P2: Notes on Regression Techniques and Convolutional Neural Networks
Regression Techniques in Machine Learning
- Concept of Regularization:
- Regularization is used to penalize larger weights to prevent overfitting in machine learning models.
- Two common techniques are Ridge regression (L2 regularization) and Lasso regression (L1 regularization).
- Understanding Weights:
- Given values: $w = [23, 5, 4, 3, 2, 68]$ indicates the presence of larger weights.
- The aim is to squeeze larger weights towards smaller values.
- Effect of Ridge Regression:
- In Ridge regression, the larger weights are penalized by applying the polynomial form, thus decreasing their effect in the model.
- As larger $w$ values decrease, the probability of weights becoming zero increases.
- Effect of Lasso Regression:
- In Lasso regression, the focus is on trying to minimize the absolute value of weights.
- This leads to some weights potentially being shrunk to zero, effectively performing feature selection by eliminating less important features.
Convolutional Operations in Neural Networks
- Convolution Concept:
- Convolution in Neural Networks focuses on specific areas of the input rather than the complete input, allowing for feature extraction.
- Difference between Convolution and Fully Connected Networks:
- Fully connected networks connect each neuron in one layer to all neurons in the next layer, providing a holistic overview.
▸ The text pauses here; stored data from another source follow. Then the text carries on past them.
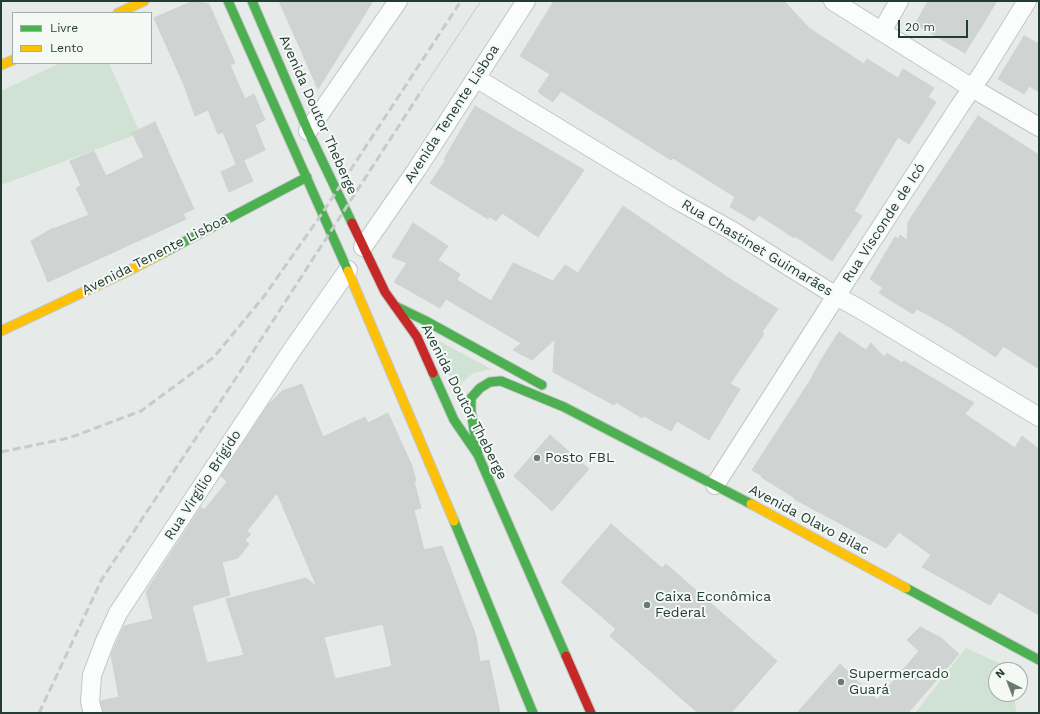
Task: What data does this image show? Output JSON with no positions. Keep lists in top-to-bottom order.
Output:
{
  "streets": {
    "main road": ["Avenida Tenente Lisboa", "Avenida Doutor Theberge", "Avenida Olavo Bilac"],
    "street": ["Rua Visconde de Icó", "Rua Chastinet Guimarães", "Rua Virgílio Brígido"]
  },
  "crossings": [
    ["Avenida Tenente Lisboa", "Avenida Doutor Theberge"],
    ["Avenida Tenente Lisboa", "Rua Chastinet Guimarães"],
    ["Avenida Doutor Theberge", "Avenida Olavo Bilac"],
    ["Rua Visconde de Icó", "Rua Chastinet Guimarães"],
    ["Rua Visconde de Icó", "Avenida Olavo Bilac"]
  ],
  "places": ["Posto FBL", "Caixa Econômica Federal", "Supermercado Guará"],
  "legend": ["Livre", "Lento"],
  "scale_bar": "20 m",
  "north": "top left"
}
- Convolutional layers focus only on localized patches of the input, allowing neurons to specialize in specific features of the image.
- Why Convolution?
- Specializing in features allows better extraction of necessary attributes in data (like images).
- Each neuron is responsible for a distinct patch of features instead of absorbing the entire dataset.
Neural Network Layers and Features Extraction
- Creating Feature Maps:
- Convolutional layers generate multiple feature maps based on different weights (filters) which detect unique features in the input data.
- Filters act like lenses focusing on particular aspects of an input, generating different neuron activations based on the learned weights.
- Pooling Operations:
- Following convolutions, pooling operations downsample the feature maps to provide a hierarchy of features, aiding in reducing dimensionality.
- Pooling types include max pooling and average pooling, focusing on key features while ignoring insignificant variations (noise).
Visualization and Calculation Example
- Example of Convolution:
- When a specific filter is convolved over an image, a particular activation value is derived, indicating the presence of corresponding features.
- Example calculation:
- For an image patch $I = [1, 0, 0, 0, 1, 0, 0, 0, 1]$ with a filter $F = [0, 1, 1, 0, 0]$, the activation value is computed as the sum of the products of the overlapping values.
- Pooling operation illustration:
- Suppose pooling takes the maximum value from regions of the feature map to ensure that the critical features remain while discarding noise.
- Example for max pooling would yield maximum values from distinct regions of the input feature maps, summarizing important features.